It involved a meta-god, an essence higher, stronger, and more all-encompassing than God. God, as defined by monotheists, has only a limited divinity. God is defined, and therefore, limited by His own definitions.
Ex.--God is good. Therefore, God is not evil. While, God may possess the necessary components to perform evil acts, God, by his nature as benevolent, will not. Therefore, the monotheistic ideal of God being good, limits his actions. God is good, and therefore not evil.
The meta-god is both good and evil, so much so, that it can only be considered nuetral. It is the zenith of both absolute goodness and absolute evil and, because it is both, it, must also be neither.
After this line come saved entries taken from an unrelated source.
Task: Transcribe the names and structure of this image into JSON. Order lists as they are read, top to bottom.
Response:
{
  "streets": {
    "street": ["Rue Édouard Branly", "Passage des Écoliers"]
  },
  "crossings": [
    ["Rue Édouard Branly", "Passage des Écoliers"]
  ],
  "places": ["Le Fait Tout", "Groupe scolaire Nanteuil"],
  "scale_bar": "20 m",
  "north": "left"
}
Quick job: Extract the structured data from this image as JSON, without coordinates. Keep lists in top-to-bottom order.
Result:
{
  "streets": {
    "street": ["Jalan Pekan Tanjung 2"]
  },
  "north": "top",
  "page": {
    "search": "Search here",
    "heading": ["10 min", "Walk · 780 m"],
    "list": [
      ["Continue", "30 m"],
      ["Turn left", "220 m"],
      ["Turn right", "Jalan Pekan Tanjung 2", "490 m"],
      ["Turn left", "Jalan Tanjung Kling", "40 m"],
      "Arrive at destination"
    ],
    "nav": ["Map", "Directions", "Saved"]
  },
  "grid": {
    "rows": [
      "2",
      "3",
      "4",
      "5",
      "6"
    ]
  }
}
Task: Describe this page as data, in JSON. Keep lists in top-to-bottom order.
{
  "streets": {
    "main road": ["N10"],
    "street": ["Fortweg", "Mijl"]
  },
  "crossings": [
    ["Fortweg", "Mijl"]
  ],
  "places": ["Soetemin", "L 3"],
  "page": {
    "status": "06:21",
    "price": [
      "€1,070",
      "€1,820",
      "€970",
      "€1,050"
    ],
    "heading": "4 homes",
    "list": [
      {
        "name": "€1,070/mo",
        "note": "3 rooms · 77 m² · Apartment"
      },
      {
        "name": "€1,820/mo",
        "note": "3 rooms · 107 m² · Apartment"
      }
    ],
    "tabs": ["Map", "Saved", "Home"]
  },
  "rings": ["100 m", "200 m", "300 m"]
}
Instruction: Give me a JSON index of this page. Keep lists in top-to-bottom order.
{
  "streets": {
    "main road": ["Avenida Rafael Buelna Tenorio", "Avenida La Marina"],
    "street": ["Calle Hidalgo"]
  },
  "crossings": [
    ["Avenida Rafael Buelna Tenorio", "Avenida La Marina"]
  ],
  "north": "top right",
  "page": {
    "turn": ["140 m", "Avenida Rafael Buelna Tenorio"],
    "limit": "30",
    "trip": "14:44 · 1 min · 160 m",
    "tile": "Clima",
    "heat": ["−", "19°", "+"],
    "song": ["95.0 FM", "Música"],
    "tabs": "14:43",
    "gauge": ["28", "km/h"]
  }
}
Ex.--One can pray to God to perform a miracle an help them. That prayer would be wasted on the meta-god, however, because it will affect only neutrality. If it were to perform even a single act of charity, it's nature (and thus NATURE itself, the essence of the Universe) would be unbalanced. The one thing we know about the Universe is that it is a system of precise balances. (Matter can neither be created nor destroyed; every action has a corresponding reaction, etc.)
Therefore, the rise of God (or more precisely, the Gods) is attributed to the interplay of physical matter in the Universe interacting with the spiritual essenses of creatures. The Universe itself created the God(s) the way a seed will "create" a tree or the weathering of a rock will "create" sand. The Gods are a natural occurance in Nature.
hope that helps.
One more thing, the meta-god (nature) did not consciously create the physical universe. The meta-god is a force that is constantly creating, exploring the possibilities of every single outcome possible for any given concept. It is holy because it alone, has the ability to transform abstract concepts into reality. (It created love and the mechanism for its expression, and the universe in which to express it). Creating the Gods was just possibility number 1,244,534,894,765,910,493,204,391,665...etc.
Cliche though it may be, one of the best explanations came from the movie The Craft.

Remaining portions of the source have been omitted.